“It’s really hard to be roommates with people if your suitcases are much better than theirs-if yours are really good ones and theirs aren’t”
A 16 year old mind is a like a burning furnace. Anger, rebellion, confusion and curiosity - are all muddled together into a fire of emotions. Life can be tough for a teenager. But sometimes among all this chaos lies the most unique wisdom.
‘The Catcher in the Rye’ by J.D Salinger describes this contradiction in the most beautiful yet honest voice. Holden Caulfield is a 16 year old who has to make some big decisions. After being expelled from school, he faces an uncertain future. He leaves school early to live in New York for a few days. He is lured by the freedom of an independent life. But very soon, Holden realizes that adulthood is a place of conceit, dejection and loneliness. This loss of innocence is the central theme of the book.
At first glance, the book seems like an unending account of the rants of a teenager. But if you look closer, you see a jewel of a perspective. In his quintessential babble, Holden manages to shake you out of your prejudices. His stubborn opinions are shocking and refreshing at the same time. The book deals with the issue of identity crisis and of not feeling good enough. He talks about how the education system stifles creative expression. Holden’s experiences also underline the teenage confusions about love and sexuality.
The symbols used in the book are mundane but they bring out powerful views of the society. In the quote above, ‘suitcases’ denote the inequalities present in the world. One of my favorite passages of the book is his description of Museums.
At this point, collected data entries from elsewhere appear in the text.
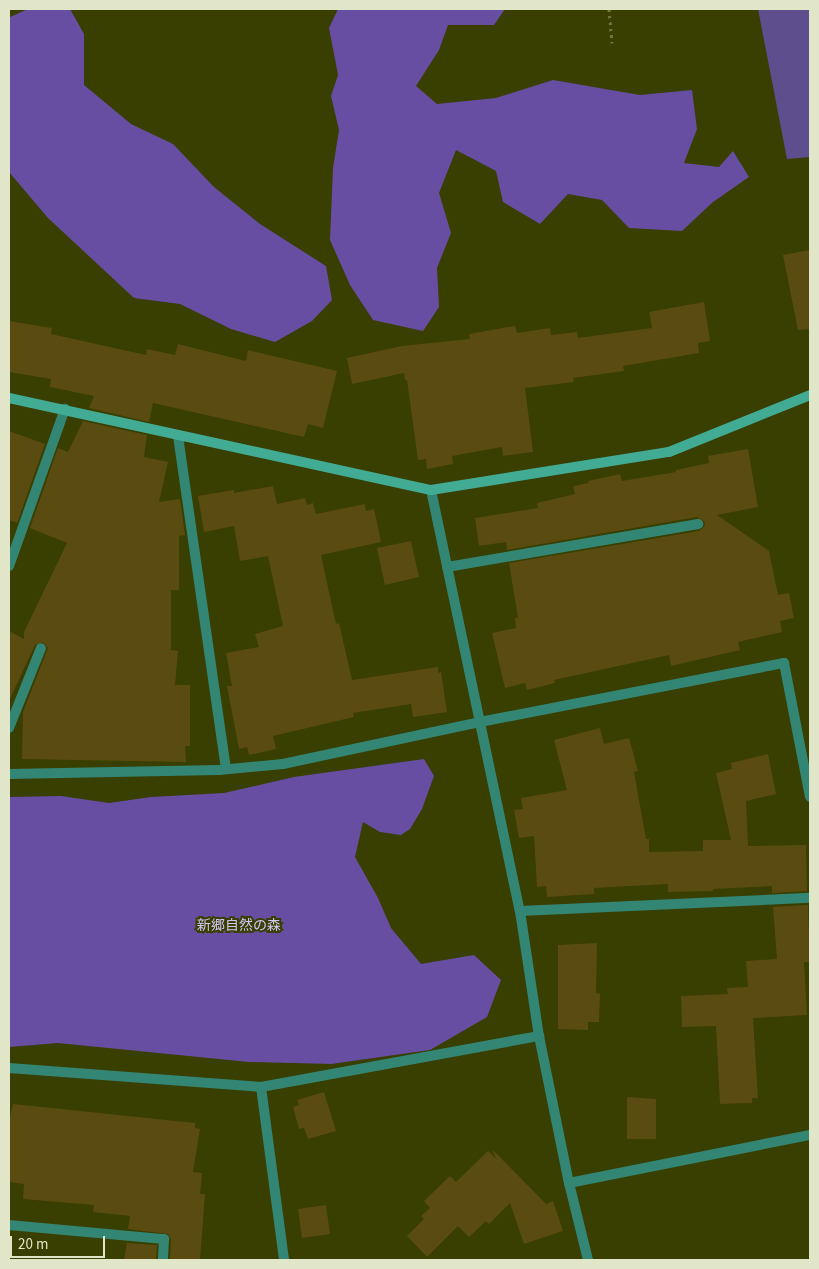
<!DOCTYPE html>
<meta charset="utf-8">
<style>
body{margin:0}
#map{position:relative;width:819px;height:1269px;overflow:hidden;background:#393e01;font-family:"Source Sans 3","Noto Sans JP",sans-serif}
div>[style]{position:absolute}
.green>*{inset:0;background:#5f4e8e}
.forest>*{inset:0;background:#674ea3}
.building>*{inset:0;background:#5a4c10}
.path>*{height:3px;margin-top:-1.5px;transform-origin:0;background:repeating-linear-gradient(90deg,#717644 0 2.5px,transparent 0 6.5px)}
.lane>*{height:10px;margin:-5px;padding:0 5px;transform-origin:5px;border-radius:5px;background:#328673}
.street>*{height:10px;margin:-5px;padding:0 5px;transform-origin:5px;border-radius:5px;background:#328673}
.secondary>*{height:10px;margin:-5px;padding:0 5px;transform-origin:5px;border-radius:5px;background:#41ac93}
span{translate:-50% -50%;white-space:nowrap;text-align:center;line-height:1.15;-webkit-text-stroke:4px #393e01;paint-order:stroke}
.park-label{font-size:14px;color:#d1c7f6}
.frame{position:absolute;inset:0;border:10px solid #e1e6c9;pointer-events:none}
.scale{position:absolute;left:10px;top:1236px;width:95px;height:22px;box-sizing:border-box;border:2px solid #e1e6c9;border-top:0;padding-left:6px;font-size:15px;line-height:18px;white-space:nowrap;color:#e1e6c9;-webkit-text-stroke:4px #393e01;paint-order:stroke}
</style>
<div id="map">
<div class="green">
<div style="clip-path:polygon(758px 9px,810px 9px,810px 157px,787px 159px)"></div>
</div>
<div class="forest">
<div style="clip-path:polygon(28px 9px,70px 9px,84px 34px,84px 85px,131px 124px,173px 144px,214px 187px,260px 224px,326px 266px,332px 300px,312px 321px,275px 342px,231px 329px,180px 304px,134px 298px,48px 218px,9px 172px,9px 21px,10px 17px)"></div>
<div style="clip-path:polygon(338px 9px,505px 9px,494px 25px,448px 25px,439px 50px,416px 86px,437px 104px,496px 98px,553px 80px,640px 95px,692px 90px,697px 129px,684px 163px,719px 167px,733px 151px,749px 177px,713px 202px,682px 231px,629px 228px,602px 200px,568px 194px,540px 224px,503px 202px,496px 171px,456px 150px,439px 193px,451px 233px,437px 268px,439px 307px,423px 331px,373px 320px,350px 285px,330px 240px,333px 168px,339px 130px,331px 96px,338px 75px,329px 28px)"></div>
<div style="clip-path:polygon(424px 759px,434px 776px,422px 809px,410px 829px,401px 835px,380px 832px,363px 822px,355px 857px,378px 898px,391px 928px,421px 964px,474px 955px,501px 980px,487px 1017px,430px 1050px,331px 1064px,249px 1062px,58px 1043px,9px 1047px,9px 797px,61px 796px,109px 803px,151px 797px,224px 793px,294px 777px)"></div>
</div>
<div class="building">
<div style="clip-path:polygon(810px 250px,810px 329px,798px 330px,783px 255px)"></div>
<div style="clip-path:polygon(704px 302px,710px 341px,698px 343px,699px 353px,623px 366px,624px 371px,573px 378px,574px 382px,525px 388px,533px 452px,503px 456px,502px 447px,452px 456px,453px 464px,427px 469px,426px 459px,418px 460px,407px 380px,405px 380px,404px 373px,352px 384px,347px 358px,402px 346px,470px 339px,469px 334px,515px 326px,517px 333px,550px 328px,551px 335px,577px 332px,578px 338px,652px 328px,649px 312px)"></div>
<div style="clip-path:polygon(9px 321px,52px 328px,51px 334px,146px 355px,147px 349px,175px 355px,178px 344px,246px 361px,248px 350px,337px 371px,323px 428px,308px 424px,304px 437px,153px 403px,149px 422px,89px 408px,94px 396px,50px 387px,51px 379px,9px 372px)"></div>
<div style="clip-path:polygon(83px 421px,147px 435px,144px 457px,168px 462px,159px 502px,180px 499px,185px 535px,179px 536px,179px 590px,171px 590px,171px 650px,178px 651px,175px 685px,190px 685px,190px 746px,185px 746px,186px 762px,22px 759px,23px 712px,48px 648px,43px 642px,35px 645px,9px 701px,9px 631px,24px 639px,24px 632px,67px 543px,30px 528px,58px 448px,68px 452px)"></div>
<div style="clip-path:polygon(9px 431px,45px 444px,17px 523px,9px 520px)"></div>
<div style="clip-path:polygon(748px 449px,758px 507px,717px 515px,769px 551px,778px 595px,789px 593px,794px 618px,780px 621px,782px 632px,738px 642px,740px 650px,671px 666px,669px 655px,554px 680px,555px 683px,527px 690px,525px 683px,505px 688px,492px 633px,516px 628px,515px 618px,518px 618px,509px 563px,699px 531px,704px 527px,705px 522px,697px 517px,507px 550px,506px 542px,479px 546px,475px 518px,538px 508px,537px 503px,575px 494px,573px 486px,589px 483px,588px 481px,620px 474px,622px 481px,676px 472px,676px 470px,709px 463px,708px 456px)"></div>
<div style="clip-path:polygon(273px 486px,277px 504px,305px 498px,307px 505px,313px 503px,316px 514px,365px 504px,366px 511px,374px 509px,381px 542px,321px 555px,336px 624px,339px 623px,352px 680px,438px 667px,438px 673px,441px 672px,447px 712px,413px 717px,411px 704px,353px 713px,354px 717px,273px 736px,276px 749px,249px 755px,247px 747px,239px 749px,227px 686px,232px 686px,226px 653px,259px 647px,255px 634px,283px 626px,268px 556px,240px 561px,234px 526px,204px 532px,198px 496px,234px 490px,234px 493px)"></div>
<div style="clip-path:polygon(411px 541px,419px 577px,385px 585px,377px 548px)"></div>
<div style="clip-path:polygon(600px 728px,604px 744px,629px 738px,638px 771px,634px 772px,646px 839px,649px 839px,649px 852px,703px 851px,703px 840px,731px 840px,716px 773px,732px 769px,731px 763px,768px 754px,776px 794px,746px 801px,748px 846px,806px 845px,807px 891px,772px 893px,772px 886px,713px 889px,713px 891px,668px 892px,668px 884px,594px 888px,594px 894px,547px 897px,546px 886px,537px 887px,534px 836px,519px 838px,514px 810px,523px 809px,521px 798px,567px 790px,554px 740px)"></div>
<div style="clip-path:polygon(808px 905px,810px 962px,804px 962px,807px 1015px,753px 1018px,758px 1098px,752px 1098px,752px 1103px,720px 1104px,716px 1026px,682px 1027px,681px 996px,728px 994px,727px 988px,748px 987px,746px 961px,777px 959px,773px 907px)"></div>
<div style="clip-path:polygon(597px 943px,596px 993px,600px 994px,599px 1022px,588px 1022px,588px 1030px,558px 1029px,558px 945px)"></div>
<div style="clip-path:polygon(324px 1092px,336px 1131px,308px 1139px,304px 1128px,299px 1129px,293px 1107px,299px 1105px,297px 1100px)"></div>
<div style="clip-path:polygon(627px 1097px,656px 1099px,656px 1139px,627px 1139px)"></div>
<div style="clip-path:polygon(13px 1104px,195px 1123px,195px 1128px,200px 1129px,193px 1172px,202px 1173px,200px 1194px,205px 1194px,200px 1260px,170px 1260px,171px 1239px,168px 1234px,128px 1229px,130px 1216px,93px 1212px,94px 1205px,23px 1199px,24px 1184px,9px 1182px,9px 1122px)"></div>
<div style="clip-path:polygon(492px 1149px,546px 1204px,553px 1201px,563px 1231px,524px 1244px,510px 1203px,489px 1224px,486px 1221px,469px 1237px,458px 1226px,427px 1257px,407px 1236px,424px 1219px,421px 1216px,430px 1208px,424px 1201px,450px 1176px,456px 1182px,488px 1151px,496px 1159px)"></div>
<div style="clip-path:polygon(326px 1205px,330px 1234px,302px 1238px,298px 1209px)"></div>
<div style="clip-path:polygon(127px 1243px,157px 1245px,156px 1260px,124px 1260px)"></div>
</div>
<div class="path">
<div style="left:609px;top:9px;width:34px;rotate:85deg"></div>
</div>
<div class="lane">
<div style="left:447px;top:567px;width:255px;rotate:-9.7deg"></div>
</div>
<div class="street">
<div style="left:178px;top:436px;width:336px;rotate:81.8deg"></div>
<div style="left:431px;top:490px;width:430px;rotate:78.1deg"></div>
<div style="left:520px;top:911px;width:126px;rotate:81.4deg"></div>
<div style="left:539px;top:1036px;width:150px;rotate:78.5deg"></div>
<div style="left:569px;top:1183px;width:79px;rotate:76.1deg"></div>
<div style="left:9px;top:566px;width:167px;rotate:-70.4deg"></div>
<div style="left:9px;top:728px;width:86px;rotate:-68.2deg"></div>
<div style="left:9px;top:774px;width:210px;rotate:-1.1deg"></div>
<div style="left:219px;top:770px;width:64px;rotate:-5.4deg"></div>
<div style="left:283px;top:764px;width:201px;rotate:-12deg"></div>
<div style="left:480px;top:722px;width:310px;rotate:-11deg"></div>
<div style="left:784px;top:663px;width:136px;rotate:79deg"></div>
<div style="left:520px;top:911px;width:290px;rotate:-2.6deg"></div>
<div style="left:9px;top:1068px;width:253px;rotate:4.3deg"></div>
<div style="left:261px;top:1087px;width:283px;rotate:-10.4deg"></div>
<div style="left:261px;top:1087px;width:175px;rotate:82.4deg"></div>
<div style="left:569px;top:1183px;width:246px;rotate:-11.3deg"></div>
<div style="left:9px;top:1225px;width:156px;rotate:5.2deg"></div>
<div style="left:164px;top:1239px;width:21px;rotate:93deg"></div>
</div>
<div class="secondary">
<div style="left:9px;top:398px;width:432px;rotate:12.3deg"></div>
<div style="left:431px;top:490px;width:241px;rotate:-9.1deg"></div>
<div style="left:669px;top:452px;width:152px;rotate:-22deg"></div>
</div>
<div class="park-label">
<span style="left:239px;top:926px">新郷自然の森</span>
</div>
<div class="frame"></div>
<div class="scale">20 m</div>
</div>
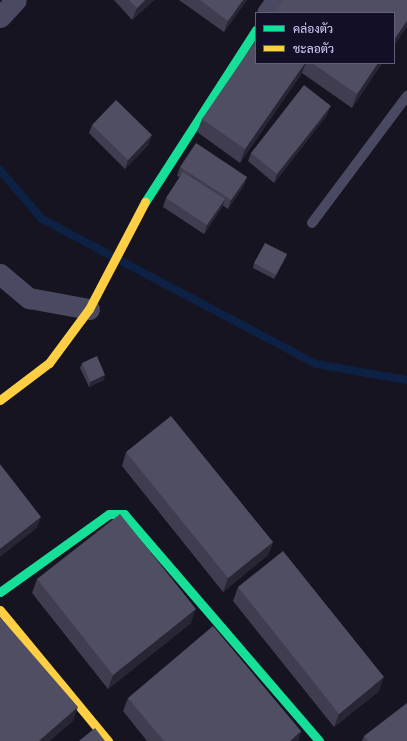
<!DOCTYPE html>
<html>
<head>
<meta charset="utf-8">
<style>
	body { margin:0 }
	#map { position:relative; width:407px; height:741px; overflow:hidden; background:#161421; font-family:"Open Sans",Sarabun,sans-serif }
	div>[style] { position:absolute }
	.stream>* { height:8px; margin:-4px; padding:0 4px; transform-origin:4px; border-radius:4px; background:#0d2144 }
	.lane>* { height:10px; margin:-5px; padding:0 5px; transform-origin:5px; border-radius:5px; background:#4a4962 }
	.street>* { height:21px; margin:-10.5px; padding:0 10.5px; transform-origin:10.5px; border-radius:10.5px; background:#4a4962 }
	.fast>* { height:9px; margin:-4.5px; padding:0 4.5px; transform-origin:4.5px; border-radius:4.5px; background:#16e098 }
	.slow>* { height:9px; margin:-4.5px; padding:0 4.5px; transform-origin:4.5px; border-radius:4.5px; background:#ffcf43 }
	.wall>* { inset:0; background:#403d50 }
	.shaded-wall>* { inset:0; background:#282635 }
	.building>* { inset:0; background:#504e63 }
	span { translate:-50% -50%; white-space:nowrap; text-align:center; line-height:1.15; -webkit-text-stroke:3px #130f26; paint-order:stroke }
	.legend { position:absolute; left:255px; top:12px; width:140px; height:52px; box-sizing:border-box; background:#130f26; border:1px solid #625e7d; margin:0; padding:5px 7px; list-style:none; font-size:12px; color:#d9d4ff }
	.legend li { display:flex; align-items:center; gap:8px; height:20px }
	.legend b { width:20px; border:1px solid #625e7d }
</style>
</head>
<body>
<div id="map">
	<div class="stream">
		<div style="left:0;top:170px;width:65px;rotate:49.4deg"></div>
		<div style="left:42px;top:219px;width:310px;rotate:27.9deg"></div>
		<div style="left:316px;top:364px;width:92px;rotate:10deg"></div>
	</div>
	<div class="lane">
		<div style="left:312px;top:223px;width:159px;rotate:-53.2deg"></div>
	</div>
	<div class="street">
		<div style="left:267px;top:13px;width:16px;rotate:-55deg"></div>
		<div style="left:0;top:17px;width:23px;rotate:-47deg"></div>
		<div style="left:0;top:274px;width:38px;rotate:40deg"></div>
		<div style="left:29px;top:298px;width:61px;rotate:10.4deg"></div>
	</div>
	<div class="fast">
		<div style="left:145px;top:202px;width:205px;rotate:-57.2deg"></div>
		<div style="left:0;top:592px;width:134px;rotate:-35.6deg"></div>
		<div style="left:109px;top:514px;width:15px"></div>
		<div style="left:124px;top:514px;width:299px;rotate:49.3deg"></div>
	</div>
	<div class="slow">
		<div style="left:0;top:400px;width:61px;rotate:-37.1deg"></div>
		<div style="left:49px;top:363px;width:67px;rotate:-53.5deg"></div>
		<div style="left:89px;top:309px;width:121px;rotate:-62.4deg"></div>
		<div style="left:0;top:610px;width:170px;rotate:50.5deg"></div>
	</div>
	<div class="wall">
		<div style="clip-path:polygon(114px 0,154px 0,132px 20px)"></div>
		<div style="clip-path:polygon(179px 0,247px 0,224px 32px)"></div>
		<div style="clip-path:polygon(256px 63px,382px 63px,352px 108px,302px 73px,240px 163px,197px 132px,202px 119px)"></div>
		<div style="clip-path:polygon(327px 115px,274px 183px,248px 161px,251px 153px)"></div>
		<div style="clip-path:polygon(92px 125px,149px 144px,125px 169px,89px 133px)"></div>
		<div style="clip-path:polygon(180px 167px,247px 177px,244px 185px,228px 209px,222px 205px,222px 207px,204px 234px,163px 207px,166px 198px,180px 177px,177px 176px)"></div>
		<div style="clip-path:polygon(287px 254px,285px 259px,274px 279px,253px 268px,254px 263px)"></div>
		<div style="clip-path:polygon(82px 363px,104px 380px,89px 387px,80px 368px)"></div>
		<div style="clip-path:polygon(126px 452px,273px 542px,268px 555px,223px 592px,122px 466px)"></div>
		<div style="clip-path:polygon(37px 579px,191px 623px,108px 689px,32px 593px)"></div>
		<div style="clip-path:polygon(238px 587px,379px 691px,334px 727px,233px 601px)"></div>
		<div style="clip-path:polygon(128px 698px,301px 731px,298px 741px,147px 741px,123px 711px)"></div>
		<div style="clip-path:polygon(364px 736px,407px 741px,362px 741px)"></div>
	</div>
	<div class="shaded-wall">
		<div style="clip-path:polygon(145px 0,154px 0,132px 20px,137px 8px)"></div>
		<div style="clip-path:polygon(243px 0,247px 0,224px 32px,228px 21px)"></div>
		<div style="clip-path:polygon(407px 21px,407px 27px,394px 46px,394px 40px)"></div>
		<div style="clip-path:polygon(305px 63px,306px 63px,302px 73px,240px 163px,245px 149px)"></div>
		<div style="clip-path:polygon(378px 63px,382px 63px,352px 108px,357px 94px)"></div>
		<div style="clip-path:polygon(331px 106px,327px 115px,274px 183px,277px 174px)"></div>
		<div style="clip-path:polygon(152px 135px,149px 144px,125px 169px,128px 160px)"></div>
		<div style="clip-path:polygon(247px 177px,244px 185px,228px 209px,231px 200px)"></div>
		<div style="clip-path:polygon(225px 199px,222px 207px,204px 234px,207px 225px)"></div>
		<div style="clip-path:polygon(287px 254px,285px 259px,274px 279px,276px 275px)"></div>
		<div style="clip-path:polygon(105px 375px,104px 380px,89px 387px,90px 382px)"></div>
		<div style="clip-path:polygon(41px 517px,37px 528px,0 557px,0 549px)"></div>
		<div style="clip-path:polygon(273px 542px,268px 555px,223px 592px,228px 578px)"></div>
		<div style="clip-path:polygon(196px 609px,191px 623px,108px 689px,113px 675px)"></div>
		<div style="clip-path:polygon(384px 677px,379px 691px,334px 727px,339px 714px)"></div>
		<div style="clip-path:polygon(78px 707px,73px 721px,50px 741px,39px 741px)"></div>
		<div style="clip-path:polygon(301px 731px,298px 741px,290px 741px)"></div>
	</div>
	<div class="building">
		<div style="clip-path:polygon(129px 0,145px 0,137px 8px)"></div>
		<div style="clip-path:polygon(200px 0,243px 0,228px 21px)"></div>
		<div style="clip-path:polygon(283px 0,407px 0,407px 21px,394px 40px,394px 13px,274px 13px)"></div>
		<div style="clip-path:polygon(256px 40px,256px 63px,305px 63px,245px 149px,202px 119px)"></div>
		<div style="clip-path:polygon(312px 63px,378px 63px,357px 94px)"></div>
		<div style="clip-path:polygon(304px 85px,331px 106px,277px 174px,251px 153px)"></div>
		<div style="clip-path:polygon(116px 100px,152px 135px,128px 160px,92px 125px)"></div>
		<div style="clip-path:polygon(196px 143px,247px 177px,231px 200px,180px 167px)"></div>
		<div style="clip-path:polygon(183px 172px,225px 199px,207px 225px,166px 198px)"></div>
		<div style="clip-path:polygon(265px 243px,287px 254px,276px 275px,254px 263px)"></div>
		<div style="clip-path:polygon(97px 356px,105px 375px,90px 382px,82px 363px)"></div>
		<div style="clip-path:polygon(171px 416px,273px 542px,228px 578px,126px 452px)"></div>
		<div style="clip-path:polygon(0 464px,41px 517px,0 549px)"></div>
		<div style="clip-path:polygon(120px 514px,196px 609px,113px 675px,37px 579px)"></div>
		<div style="clip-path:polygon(283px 551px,384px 677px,339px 714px,238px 587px)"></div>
		<div style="clip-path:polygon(0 617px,78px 707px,39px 741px,0 741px)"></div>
		<div style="clip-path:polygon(213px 626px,301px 731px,290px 741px,164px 741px,128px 698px)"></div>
		<div style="clip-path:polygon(407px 703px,407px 741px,368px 741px,364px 736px)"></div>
		<div style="clip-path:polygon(95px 728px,105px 741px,79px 741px)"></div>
	</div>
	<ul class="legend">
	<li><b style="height:5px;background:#16e098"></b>คล่องตัว</li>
	<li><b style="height:5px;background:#ffcf43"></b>ชะลอตัว</li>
	</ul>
</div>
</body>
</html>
He considers them to be a metaphor for change. He says that no matter how many times you visit a Museum, the displays are always the same. The only thing which changes is you. Holden’s imagination paints a vivid picture of the world with all its beauty as well limitations.
The characters you meet along the way swirl the narrative with their quirkiness. Whether it’s the concerned mother on the subway, the philosophical NYC cab driver, or the Romeo-Juliet-loving nun - they all somehow etch in your mind. Also, New York City serves as the perfect back-drop for Holden’s adventures.
Catcher in the Rye is a book which should not be judged for its raw language. The absence of floweriness does not limit its ability to be a window to the society. The book succeeds in dissecting the facets of the teenage mind. Two days into Holden’s life reveals what lies within every teen – a burning furnace of wisdom.